The output of a relative big model is different even if giving the exact same input

Einstein_rookie_version · ‎2025-06-10

Hello,

I'm doing my machelor thesis, and I found a very interesting phenomenon. I deployed a Yolov8n from model zoo inside the N6 Nucleo Board NPU(by modifying the template project from the DK board and Input from the UART with CRC code to make sure the picture is send correctly.) the inference seems to be right. However, when I input the same data (same picture with same crc code), the output can be different!!???? Is this phenomenon right? or its because I messed up sth. when I change the project???????

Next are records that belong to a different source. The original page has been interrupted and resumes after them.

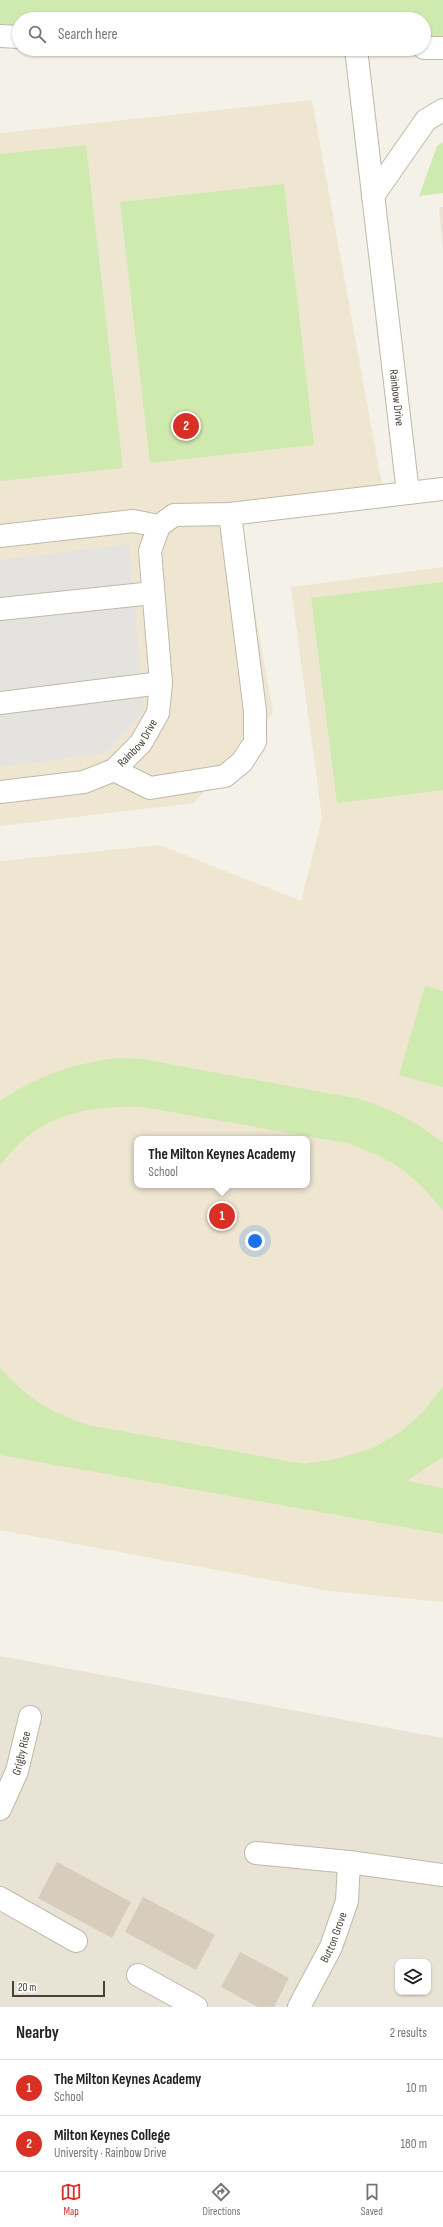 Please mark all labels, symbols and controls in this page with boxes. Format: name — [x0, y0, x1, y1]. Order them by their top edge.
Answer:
search box — [12, 12, 431, 56]
icon: search — [26, 23, 48, 45]
text: Search here — [58, 25, 118, 44]
street label: Rainbow Drive — [386, 369, 407, 427]
pin: 2 — [173, 411, 199, 441]
street label: Rainbow Drive — [114, 716, 161, 770]
popup — [134, 1136, 310, 1188]
text: The Milton Keynes Academy — [148, 1145, 296, 1164]
text: School — [148, 1164, 178, 1180]
pin: 1 — [209, 1201, 235, 1231]
your location — [245, 1231, 265, 1251]
street label: Grigby Rise — [9, 1730, 34, 1778]
street label: Button Grove — [317, 1910, 351, 1965]
map controls — [395, 1959, 431, 1995]
button: layers — [395, 1959, 431, 1995]
scale bar — [12, 1979, 105, 1998]
text: 20 m — [18, 1981, 36, 1994]
text: Nearby — [16, 2023, 59, 2043]
text: 2 results — [390, 2025, 427, 2041]
text: The Milton Keynes Academy — [54, 2070, 201, 2089]
text: 1 — [26, 2080, 32, 2096]
text: 10 m — [406, 2080, 427, 2096]
text: School — [54, 2089, 84, 2105]
text: Milton Keynes College — [54, 2126, 170, 2145]
text: 2 — [26, 2136, 32, 2152]
text: 180 m — [401, 2136, 427, 2152]
text: University · Rainbow Drive — [54, 2145, 167, 2161]
tab: Map — [60, 2181, 82, 2218]
tab: Directions — [203, 2181, 240, 2218]
tab: Saved — [361, 2181, 383, 2218]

Also even if I deploy this Yolov8n inside CPU without NPU, the outcome is still different when giving the same input. (the reference seems also working correctly.) Is this also correct??? any explanation or documentation for this?

(the mAP can have a 20% different when giving 10 same pictures)

Also when using a mobilenet v2 the same phenomenon is also found both in CPU and NPU,( top 5 class is same ,but the confidence can have a difference up to about 20 %)

please give me some ideas whether this is right or wrong, when its wrong, what should I do to fix this? when right, can you give me some documentations about this?

Thanks a lot in advance.

SlothGrill · ‎2025-06-17

Hello,
Thanks for the update.

Could you tell us a bit more about how/when/what you do to do cache maintenance ?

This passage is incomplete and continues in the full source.